Task goal ->
Check each line of the material below for "بایۆ", then copy the ones that contain it.

Provided data ->
============

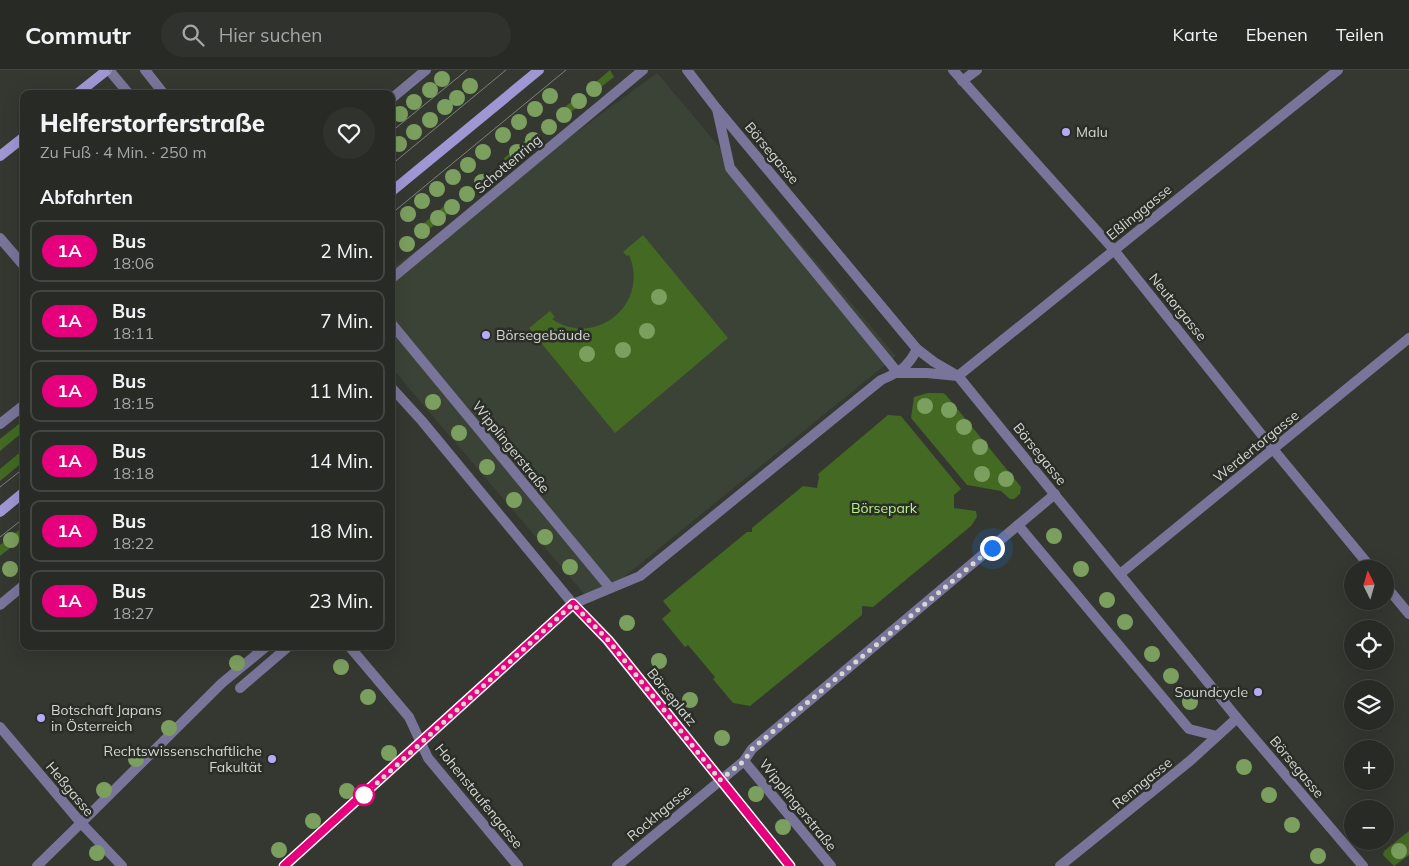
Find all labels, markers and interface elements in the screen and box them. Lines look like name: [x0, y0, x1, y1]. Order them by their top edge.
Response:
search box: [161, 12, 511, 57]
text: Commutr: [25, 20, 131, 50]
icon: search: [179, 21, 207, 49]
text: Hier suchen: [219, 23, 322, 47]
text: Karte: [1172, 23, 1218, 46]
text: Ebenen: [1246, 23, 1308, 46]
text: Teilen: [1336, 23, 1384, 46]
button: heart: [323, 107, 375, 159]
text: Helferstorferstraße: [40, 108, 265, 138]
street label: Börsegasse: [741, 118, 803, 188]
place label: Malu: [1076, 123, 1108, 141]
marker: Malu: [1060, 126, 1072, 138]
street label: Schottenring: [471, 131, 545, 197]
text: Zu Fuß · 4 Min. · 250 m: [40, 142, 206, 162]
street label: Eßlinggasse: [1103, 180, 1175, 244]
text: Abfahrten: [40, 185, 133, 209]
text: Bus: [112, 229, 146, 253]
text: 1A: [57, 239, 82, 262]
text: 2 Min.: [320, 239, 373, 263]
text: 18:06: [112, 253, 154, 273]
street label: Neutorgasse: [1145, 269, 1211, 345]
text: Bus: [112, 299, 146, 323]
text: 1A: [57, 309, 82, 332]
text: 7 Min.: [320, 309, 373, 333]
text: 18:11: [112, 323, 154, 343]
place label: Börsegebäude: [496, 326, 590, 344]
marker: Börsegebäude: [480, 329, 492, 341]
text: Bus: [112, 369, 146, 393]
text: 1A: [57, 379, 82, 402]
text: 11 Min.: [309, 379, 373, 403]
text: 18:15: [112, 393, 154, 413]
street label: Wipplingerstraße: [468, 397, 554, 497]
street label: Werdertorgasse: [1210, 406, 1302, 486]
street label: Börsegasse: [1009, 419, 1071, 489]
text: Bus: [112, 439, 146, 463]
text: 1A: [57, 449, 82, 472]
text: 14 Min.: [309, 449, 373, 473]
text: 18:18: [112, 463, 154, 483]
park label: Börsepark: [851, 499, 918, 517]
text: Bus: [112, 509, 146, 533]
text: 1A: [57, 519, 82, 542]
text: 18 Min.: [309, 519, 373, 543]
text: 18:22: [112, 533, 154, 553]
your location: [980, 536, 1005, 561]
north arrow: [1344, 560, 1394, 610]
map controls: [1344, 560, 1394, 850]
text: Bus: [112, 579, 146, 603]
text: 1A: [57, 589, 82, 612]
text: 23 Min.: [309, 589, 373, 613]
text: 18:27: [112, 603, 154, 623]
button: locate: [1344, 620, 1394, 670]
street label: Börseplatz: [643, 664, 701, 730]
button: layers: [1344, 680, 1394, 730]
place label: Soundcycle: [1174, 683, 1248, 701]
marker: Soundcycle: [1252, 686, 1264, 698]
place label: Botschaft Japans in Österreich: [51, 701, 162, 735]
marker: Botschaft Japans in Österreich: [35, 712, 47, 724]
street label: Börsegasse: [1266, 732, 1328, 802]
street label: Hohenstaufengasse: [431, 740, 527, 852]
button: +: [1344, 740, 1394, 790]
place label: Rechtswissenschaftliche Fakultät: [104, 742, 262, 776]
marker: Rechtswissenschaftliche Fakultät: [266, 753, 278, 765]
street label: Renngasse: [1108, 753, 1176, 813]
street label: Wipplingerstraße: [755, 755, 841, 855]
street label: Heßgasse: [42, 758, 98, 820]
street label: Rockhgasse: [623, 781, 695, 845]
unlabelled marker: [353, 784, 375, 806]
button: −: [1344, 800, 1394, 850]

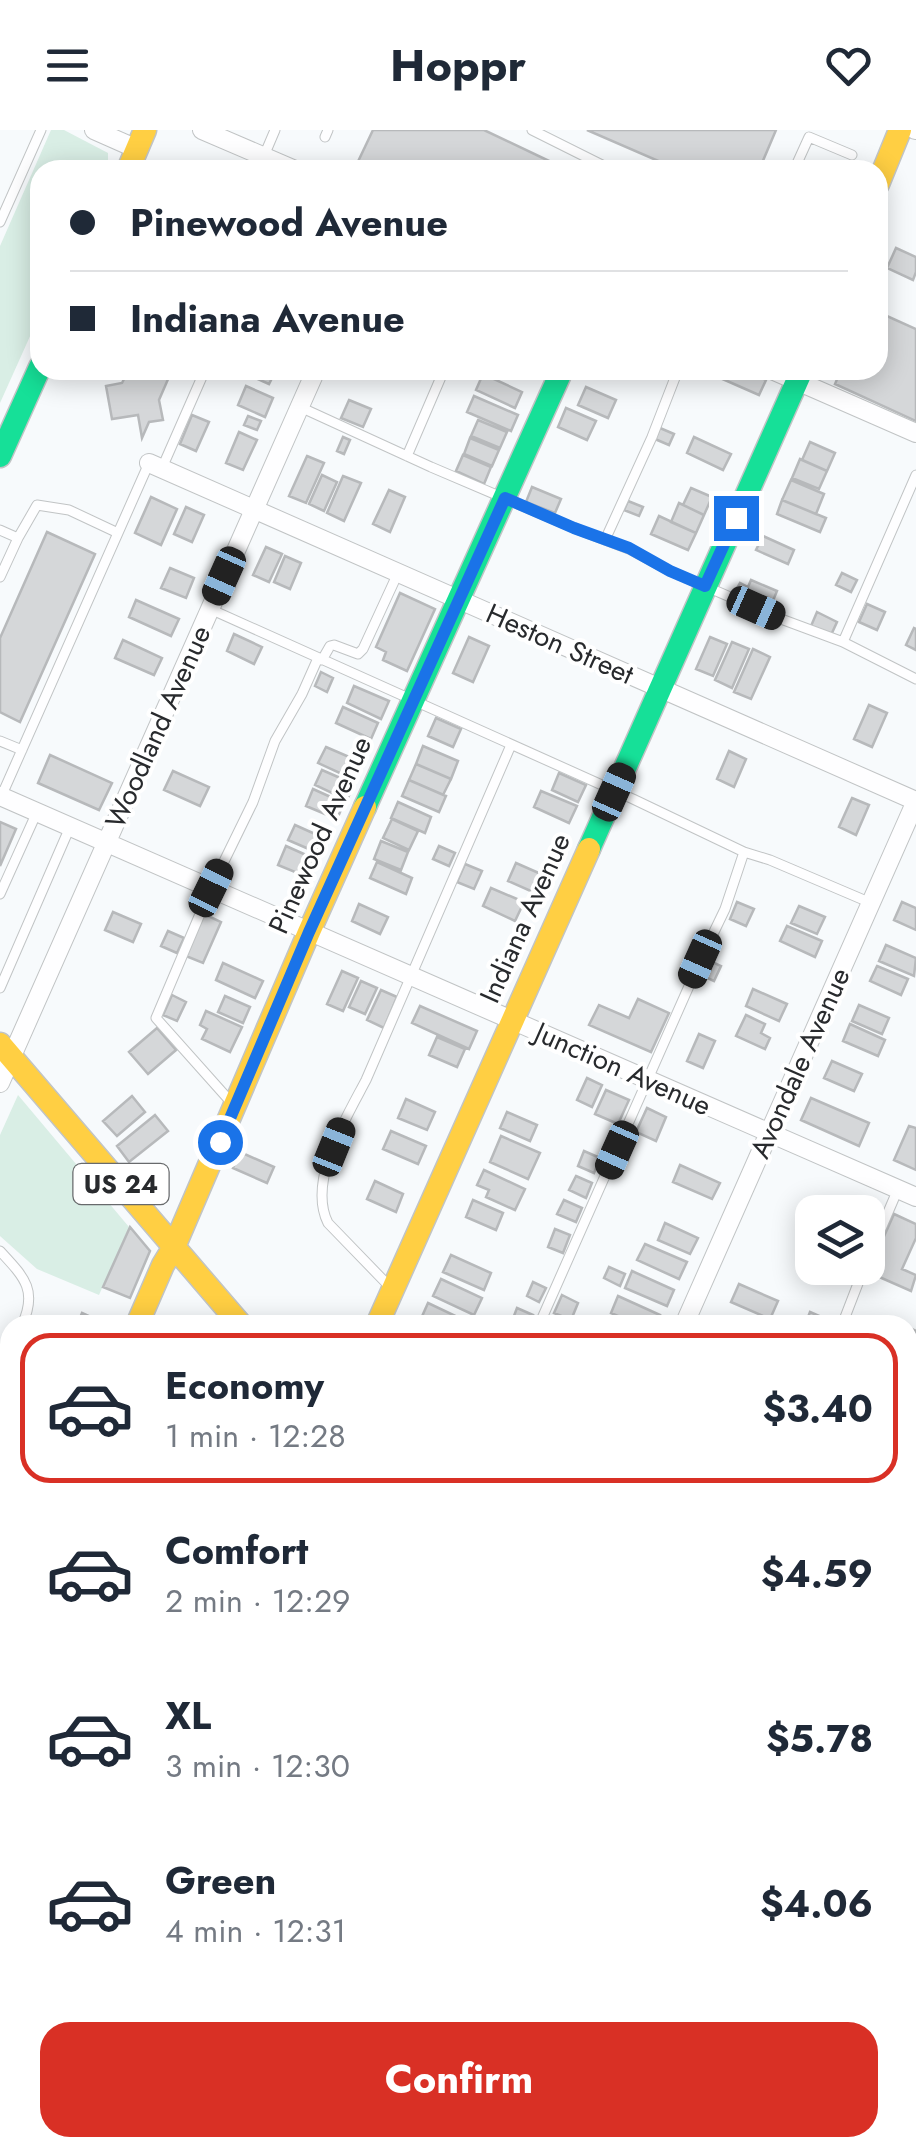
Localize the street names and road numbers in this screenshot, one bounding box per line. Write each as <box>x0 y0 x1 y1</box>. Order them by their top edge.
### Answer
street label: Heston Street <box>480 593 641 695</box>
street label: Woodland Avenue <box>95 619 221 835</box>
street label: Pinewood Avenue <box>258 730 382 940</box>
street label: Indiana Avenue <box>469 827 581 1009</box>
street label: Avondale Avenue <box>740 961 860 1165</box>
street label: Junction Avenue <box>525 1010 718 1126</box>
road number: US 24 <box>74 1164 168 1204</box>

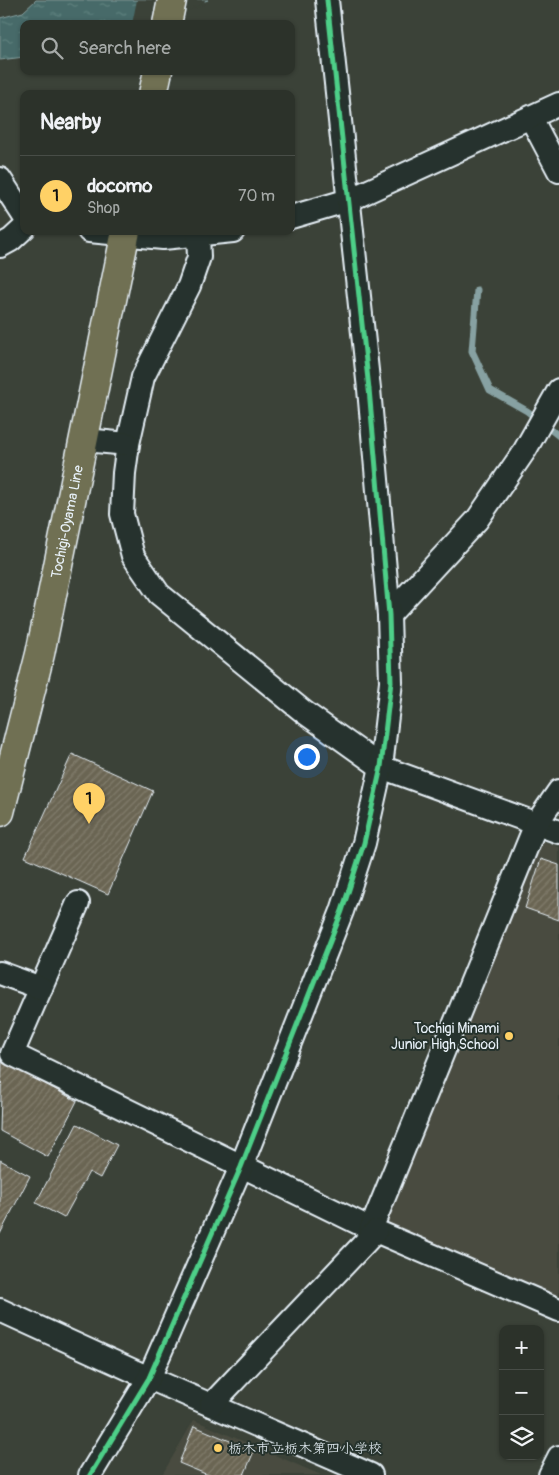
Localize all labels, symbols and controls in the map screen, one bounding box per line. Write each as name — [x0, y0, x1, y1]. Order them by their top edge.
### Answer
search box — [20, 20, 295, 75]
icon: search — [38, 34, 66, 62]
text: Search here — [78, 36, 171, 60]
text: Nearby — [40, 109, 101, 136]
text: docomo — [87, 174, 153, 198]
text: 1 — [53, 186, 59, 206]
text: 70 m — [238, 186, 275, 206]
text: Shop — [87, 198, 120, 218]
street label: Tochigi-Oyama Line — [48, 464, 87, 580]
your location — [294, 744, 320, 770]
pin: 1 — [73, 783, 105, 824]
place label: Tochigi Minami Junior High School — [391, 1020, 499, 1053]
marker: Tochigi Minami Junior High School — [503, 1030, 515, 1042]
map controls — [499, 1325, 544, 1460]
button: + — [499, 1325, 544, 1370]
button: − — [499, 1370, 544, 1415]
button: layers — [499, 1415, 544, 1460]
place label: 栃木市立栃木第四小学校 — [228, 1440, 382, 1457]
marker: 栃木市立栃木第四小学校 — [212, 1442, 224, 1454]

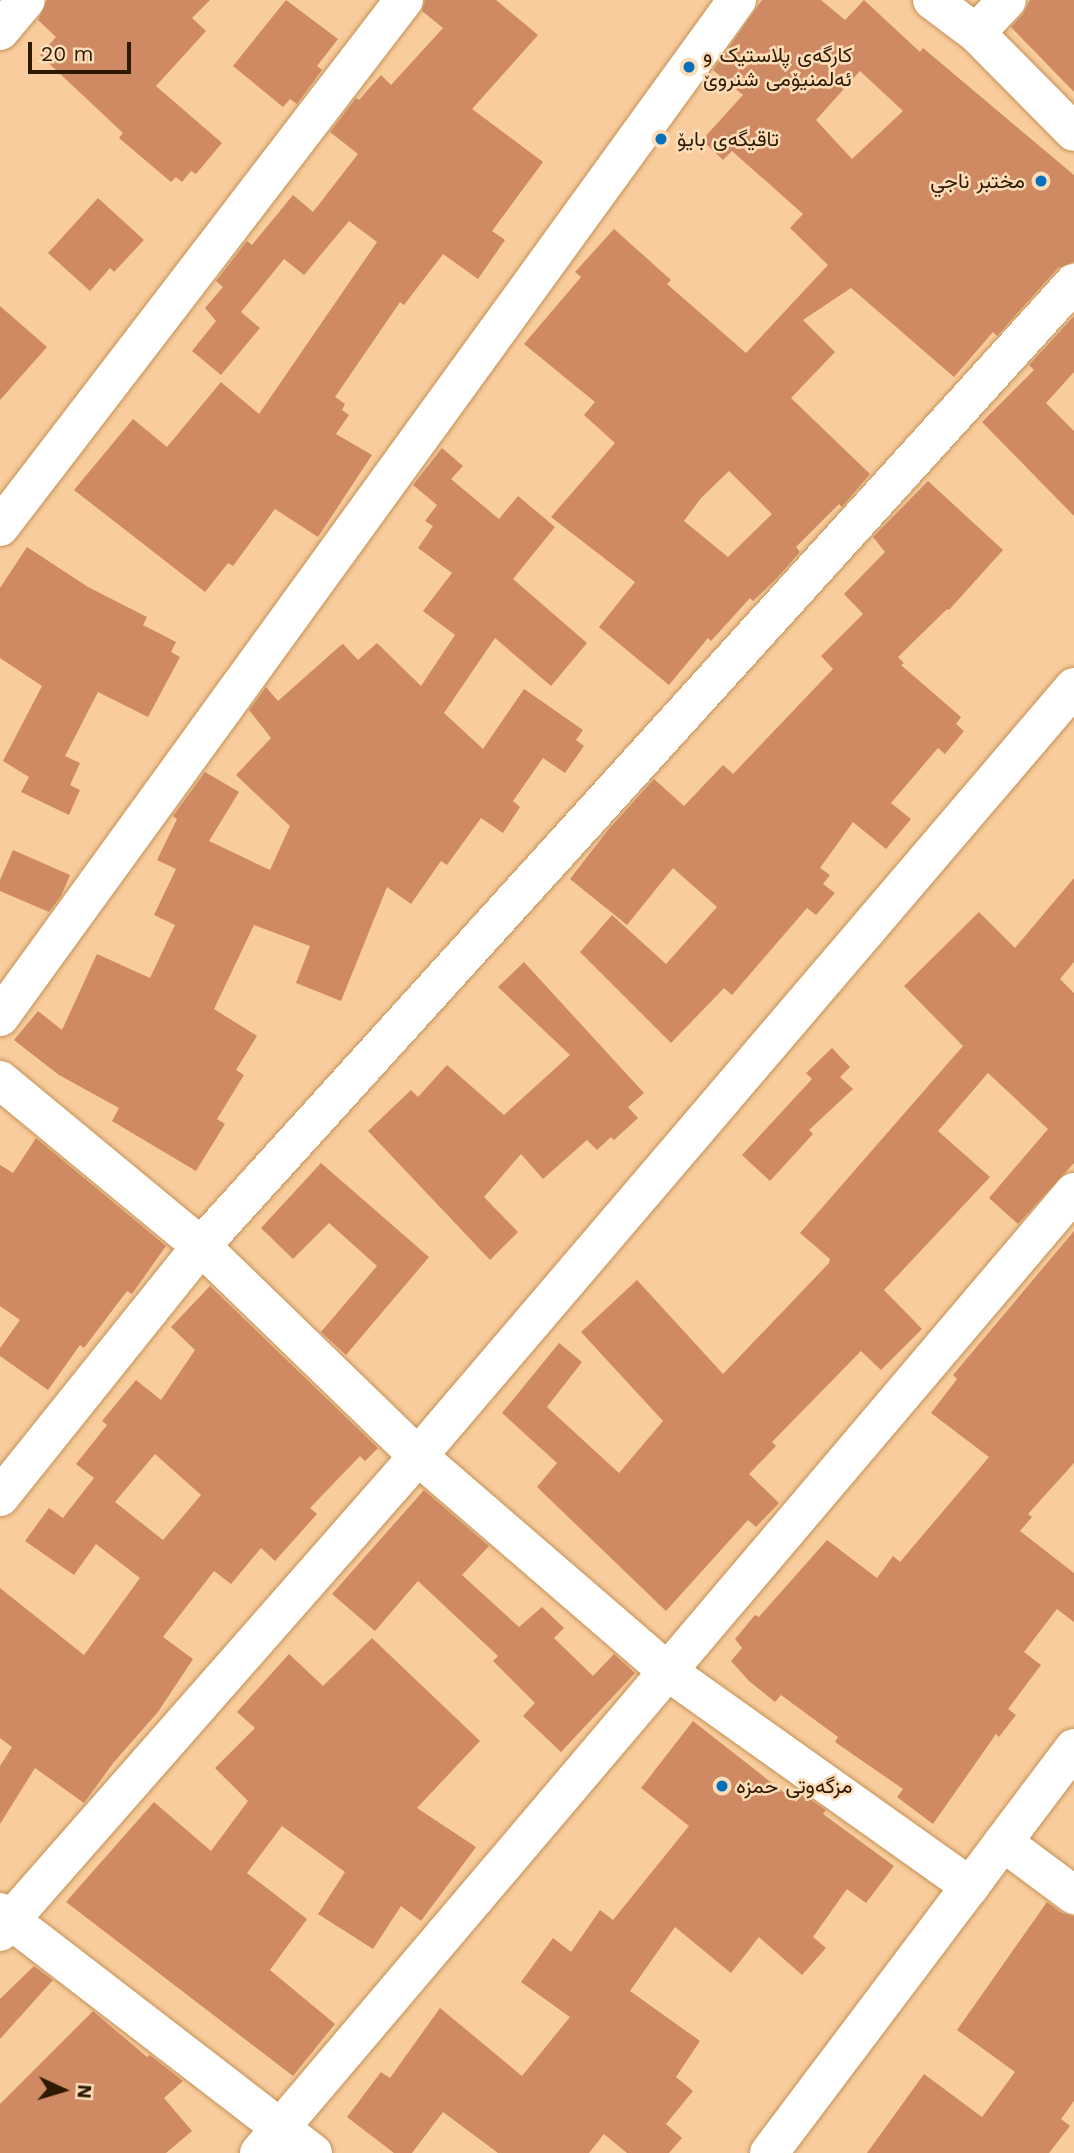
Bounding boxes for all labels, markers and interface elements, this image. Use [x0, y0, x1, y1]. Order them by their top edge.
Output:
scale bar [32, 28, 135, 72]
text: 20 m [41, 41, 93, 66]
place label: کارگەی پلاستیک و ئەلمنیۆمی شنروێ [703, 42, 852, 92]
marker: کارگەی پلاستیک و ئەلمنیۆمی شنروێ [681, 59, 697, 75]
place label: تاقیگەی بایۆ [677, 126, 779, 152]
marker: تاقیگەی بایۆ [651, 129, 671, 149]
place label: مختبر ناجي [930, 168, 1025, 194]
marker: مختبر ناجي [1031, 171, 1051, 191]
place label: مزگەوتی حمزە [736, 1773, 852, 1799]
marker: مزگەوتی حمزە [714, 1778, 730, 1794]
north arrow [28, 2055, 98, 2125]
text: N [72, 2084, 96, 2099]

============

Task answer ->
place label: تاقیگەی بایۆ [677, 126, 779, 152]
marker: تاقیگەی بایۆ [651, 129, 671, 149]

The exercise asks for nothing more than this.